Directed Acyclic Graph - Partial Orders and Topological Ordering

Partial Orders and Topological Ordering

Each directed acyclic graph gives rise to a partial order ≤ on its vertices, where u ≤ v exactly when there exists a directed path from u to v in the DAG. However, many different DAGs may give rise to this same reachability relation: for example, the DAG with two edges a → b and b → c has the same reachability as the graph with three edges a → b, b → c, and a → c. If G is a DAG, its transitive reduction is the graph with the fewest edges that represents the same reachability as G, and its transitive closure is the graph with the most edges that represents the same reachability.

The transitive closure of G has an edge u → v for every related pair u ≤ v of distinct elements in the reachability relation of G, and may therefore be thought of as a direct translation of the reachability relation ≤ into graph-theoretic terms: every partially ordered set may be translated into a DAG in this way. If a DAG G represents a partial order ≤, then the transitive reduction of G is a subgraph of G with an edge u → v for every pair in the covering relation of ≤; transitive reductions are useful in visualizing the partial orders they represent, because they have fewer edges than other graphs representing the same orders and therefore lead to simpler graph drawings. A Hasse diagram of a partial order is a drawing of the transitive reduction in which the orientation of each edge is shown by placing the starting vertex of the edge in a lower position than its ending vertex.

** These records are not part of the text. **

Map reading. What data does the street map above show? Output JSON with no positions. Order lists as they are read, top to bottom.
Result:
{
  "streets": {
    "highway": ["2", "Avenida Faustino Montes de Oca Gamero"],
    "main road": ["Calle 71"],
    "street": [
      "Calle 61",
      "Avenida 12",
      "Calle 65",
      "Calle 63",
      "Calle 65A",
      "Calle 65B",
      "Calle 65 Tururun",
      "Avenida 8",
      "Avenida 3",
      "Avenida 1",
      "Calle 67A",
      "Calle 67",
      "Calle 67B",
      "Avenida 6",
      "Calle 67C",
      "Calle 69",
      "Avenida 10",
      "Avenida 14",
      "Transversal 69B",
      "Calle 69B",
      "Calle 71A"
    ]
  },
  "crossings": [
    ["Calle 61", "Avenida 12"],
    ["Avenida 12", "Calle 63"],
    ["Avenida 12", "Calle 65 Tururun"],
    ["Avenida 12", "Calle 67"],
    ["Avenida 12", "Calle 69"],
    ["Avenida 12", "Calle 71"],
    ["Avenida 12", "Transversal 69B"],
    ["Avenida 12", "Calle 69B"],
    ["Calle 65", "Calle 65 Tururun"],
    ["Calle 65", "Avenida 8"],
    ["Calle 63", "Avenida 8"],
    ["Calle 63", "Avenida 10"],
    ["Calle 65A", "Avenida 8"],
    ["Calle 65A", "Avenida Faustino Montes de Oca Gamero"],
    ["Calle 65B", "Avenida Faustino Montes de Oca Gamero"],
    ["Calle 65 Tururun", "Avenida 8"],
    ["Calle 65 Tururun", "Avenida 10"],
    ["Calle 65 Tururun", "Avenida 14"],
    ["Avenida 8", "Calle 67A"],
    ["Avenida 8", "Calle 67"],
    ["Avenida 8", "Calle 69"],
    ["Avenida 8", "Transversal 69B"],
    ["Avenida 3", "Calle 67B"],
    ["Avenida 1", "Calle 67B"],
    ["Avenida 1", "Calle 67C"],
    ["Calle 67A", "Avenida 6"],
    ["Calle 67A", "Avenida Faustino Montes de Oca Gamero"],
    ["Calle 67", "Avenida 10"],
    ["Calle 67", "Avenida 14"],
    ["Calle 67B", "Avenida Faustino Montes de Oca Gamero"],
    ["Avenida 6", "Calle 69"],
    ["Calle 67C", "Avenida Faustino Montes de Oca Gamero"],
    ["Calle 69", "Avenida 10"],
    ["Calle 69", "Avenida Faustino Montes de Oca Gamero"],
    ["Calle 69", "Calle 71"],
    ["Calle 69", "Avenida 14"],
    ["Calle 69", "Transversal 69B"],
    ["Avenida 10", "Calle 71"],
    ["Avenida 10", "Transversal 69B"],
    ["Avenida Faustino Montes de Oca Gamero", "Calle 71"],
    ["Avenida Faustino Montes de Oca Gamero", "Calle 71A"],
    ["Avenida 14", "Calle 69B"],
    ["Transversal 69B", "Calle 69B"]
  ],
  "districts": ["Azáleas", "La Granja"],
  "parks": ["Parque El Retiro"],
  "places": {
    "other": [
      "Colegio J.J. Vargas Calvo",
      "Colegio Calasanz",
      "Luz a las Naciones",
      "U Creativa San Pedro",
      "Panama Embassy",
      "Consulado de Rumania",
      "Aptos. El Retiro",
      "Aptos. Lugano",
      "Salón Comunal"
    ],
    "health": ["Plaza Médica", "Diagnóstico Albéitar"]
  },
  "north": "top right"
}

Every directed acyclic graph has a topological ordering, an ordering of the vertices such that the starting endpoint of every edge occurs earlier in the ordering than the ending endpoint of the edge. In general, this ordering is not unique; a DAG has a unique topological ordering if and only if it has a directed path containing all the vertices, in which case the ordering is the same as the order in which the vertices appear in the path. The family of topological orderings of a DAG is the same as the family of linear extensions of the reachability relation for the DAG, so any two graphs representing the same partial order have the same set of topological orders. Topological sorting is the algorithmic problem of finding topological orderings; it can be solved in linear time. It is also possible to check whether a given directed graph is a DAG in linear time, by attempting to find a topological ordering and then testing whether the resulting ordering is valid.

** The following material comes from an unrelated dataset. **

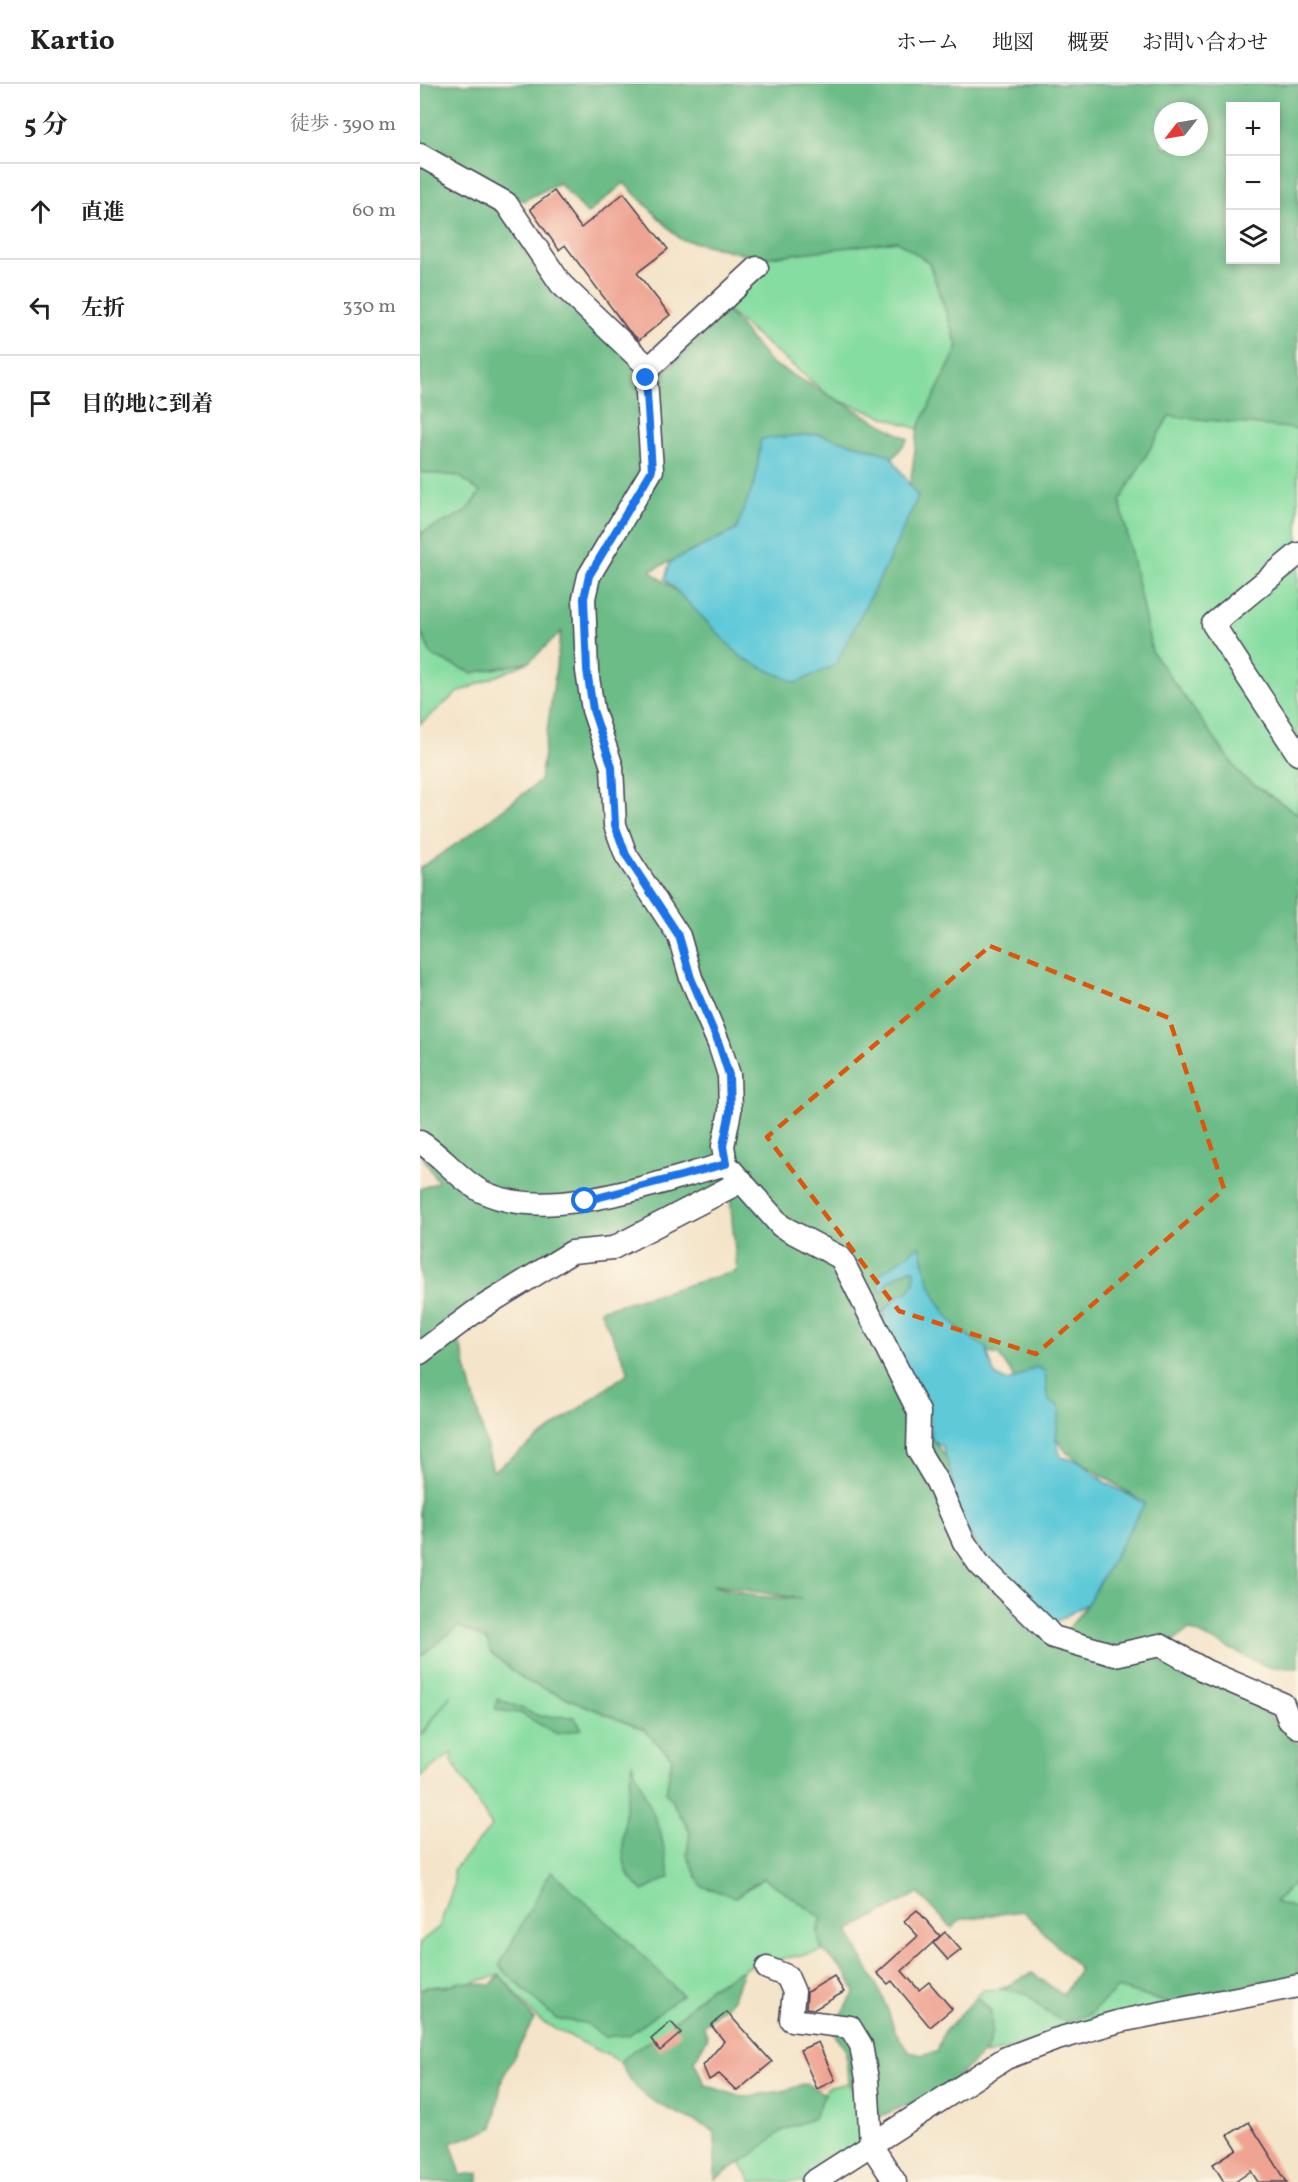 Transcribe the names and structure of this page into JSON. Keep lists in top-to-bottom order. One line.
{"north":"bottom left","page":{"header":"Kartio","nav":["ホーム","地図","概要","お問い合わせ"],"heading":["5 分","徒歩 · 390 m"],"map_buttons":["+","−"],"list":[["直進","60 m"],["左折","330 m"],"目的地に到着"]}} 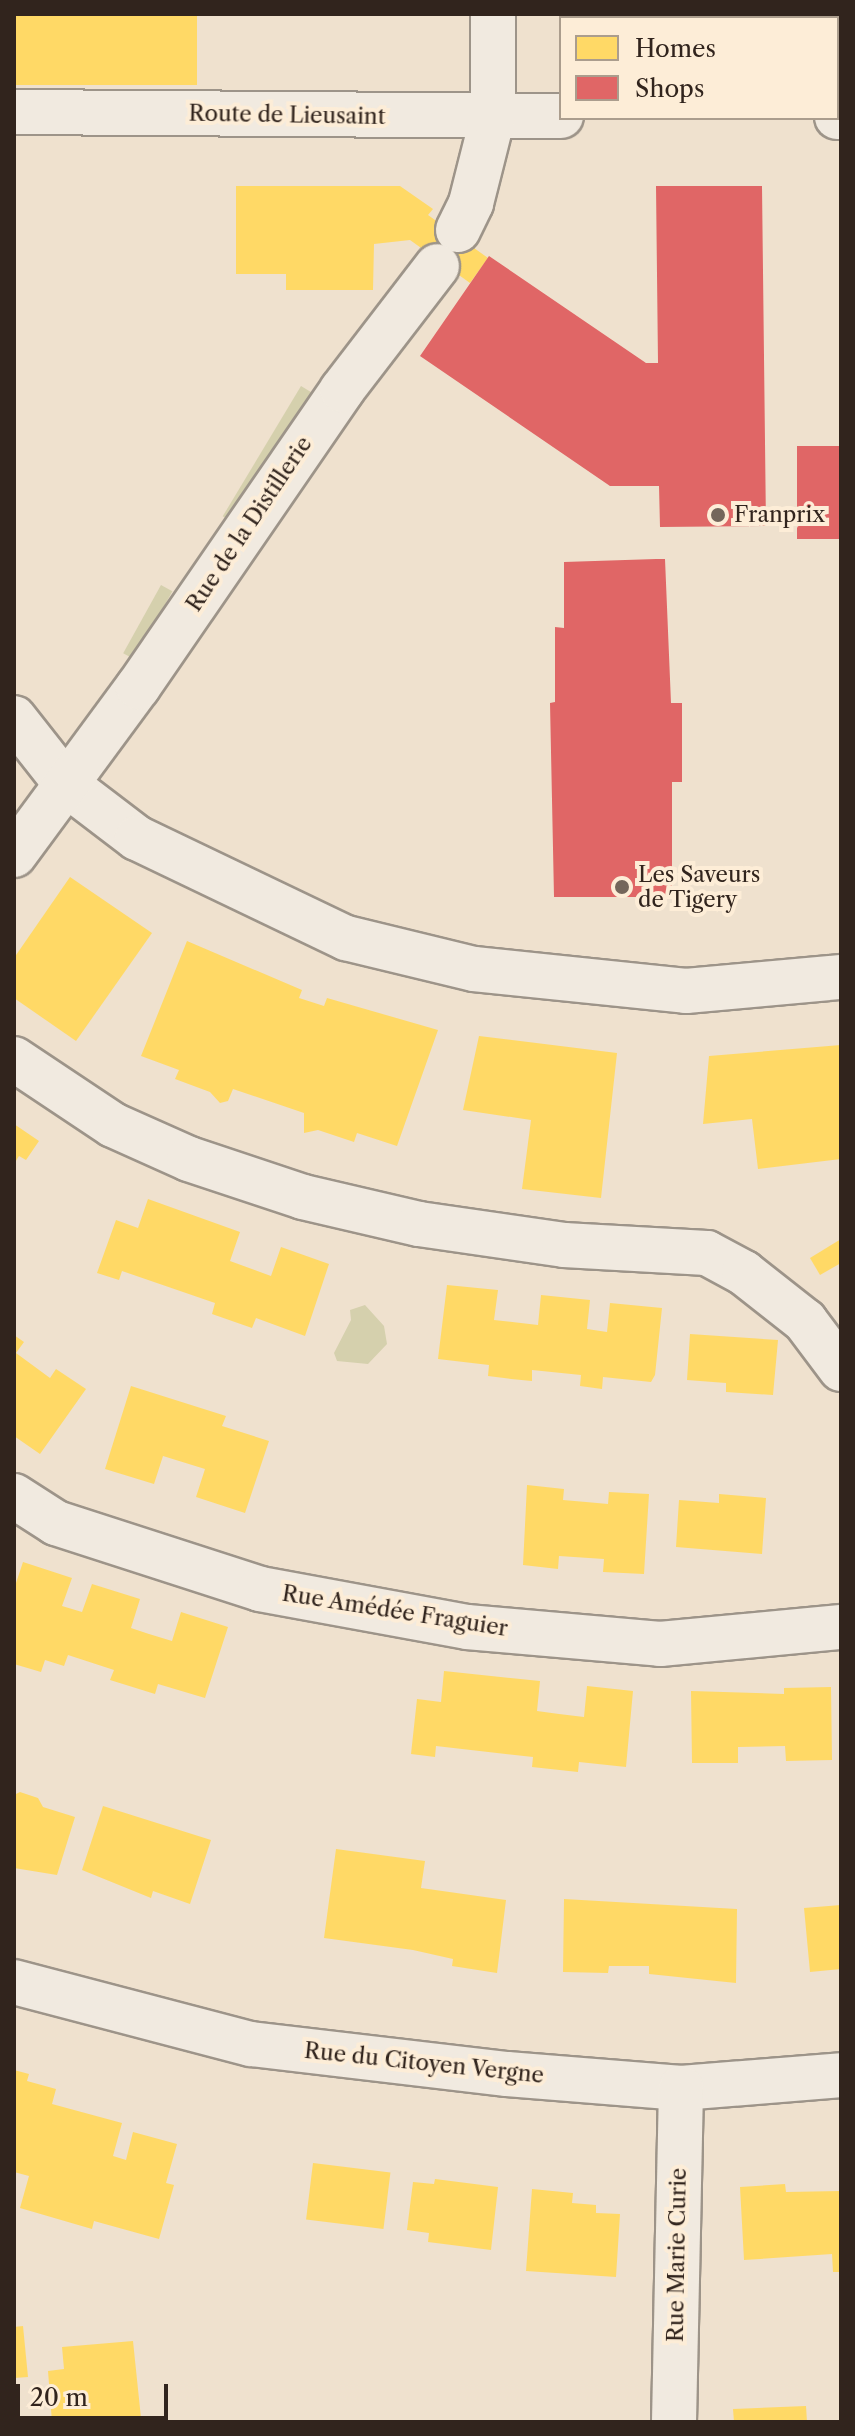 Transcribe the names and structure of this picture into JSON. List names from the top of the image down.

Some algorithms become simpler when used on DAGs instead of general graphs, based on the principle of topological ordering. For example, it is possible to find shortest paths and longest paths from a given starting vertex in DAGs in linear time by processing the vertices in a topological order, and calculating the path length for each vertex to be the minimum or maximum length obtained via any of its incoming edges. In contrast, for arbitrary graphs the shortest path may require slower algorithms such as Dijkstra's algorithm or the Bellman-Ford algorithm, and longest paths in arbitrary graphs are NP-hard to find.

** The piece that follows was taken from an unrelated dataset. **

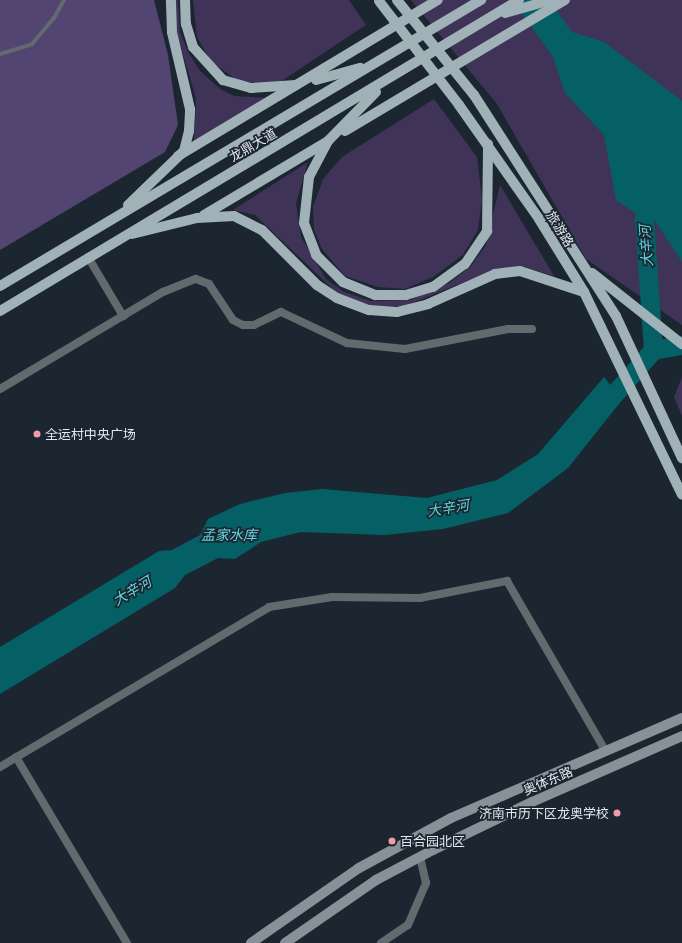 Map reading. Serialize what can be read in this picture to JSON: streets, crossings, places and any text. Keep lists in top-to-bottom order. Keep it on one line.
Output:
{"streets":{"main road":["龙鼎大道","旅游路","奥体东路"]},"water":["大辛河","孟家水库"],"places":["全运村中央广场","济南市历下区龙奥学校","百合园北区"]} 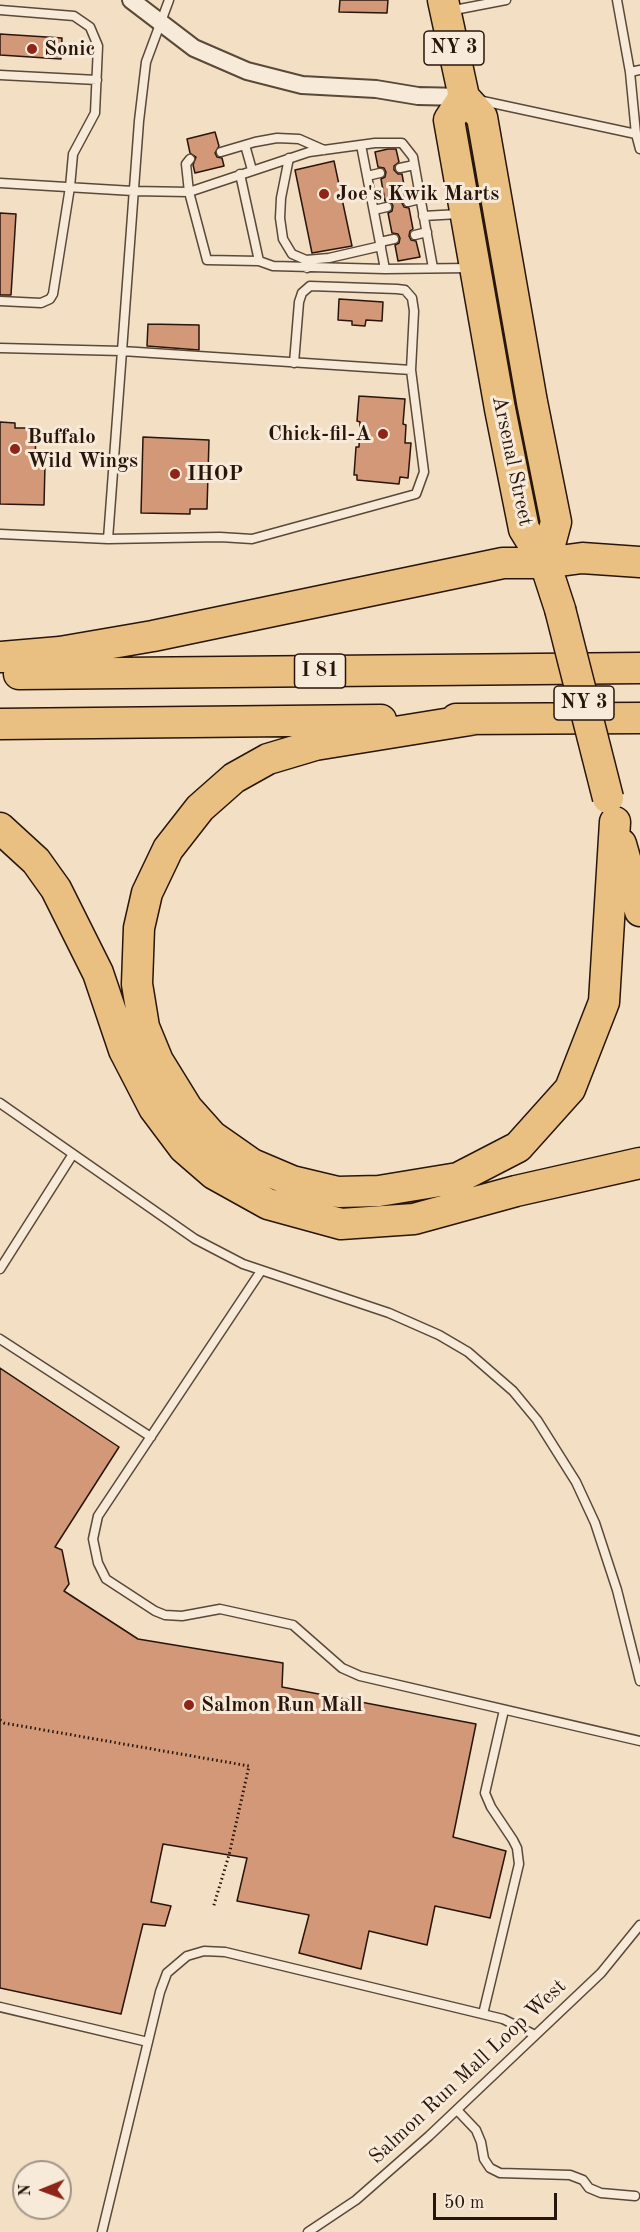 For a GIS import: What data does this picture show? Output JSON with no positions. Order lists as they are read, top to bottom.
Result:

DAG representations of partial orderings have many applications in scheduling problems for systems of tasks with ordering constraints. For instance, a DAG may be used to describe the dependencies between cells of a spreadsheet: if one cell is computed by a formula involving the value of a second cell, draw a DAG edge from the second cell to the first one. If the input values to the spreadsheet change, all of the remaining values of the spreadsheet may be recomputed with a single evaluation per cell, by topologically ordering the cells and re-evaluating each cell in this order. Similar problems of task ordering arise in makefiles for program compilation, instruction scheduling for low-level computer program optimization, and PERT scheduling for management of large human projects. Dependency graphs without circular dependencies form directed acyclic graphs.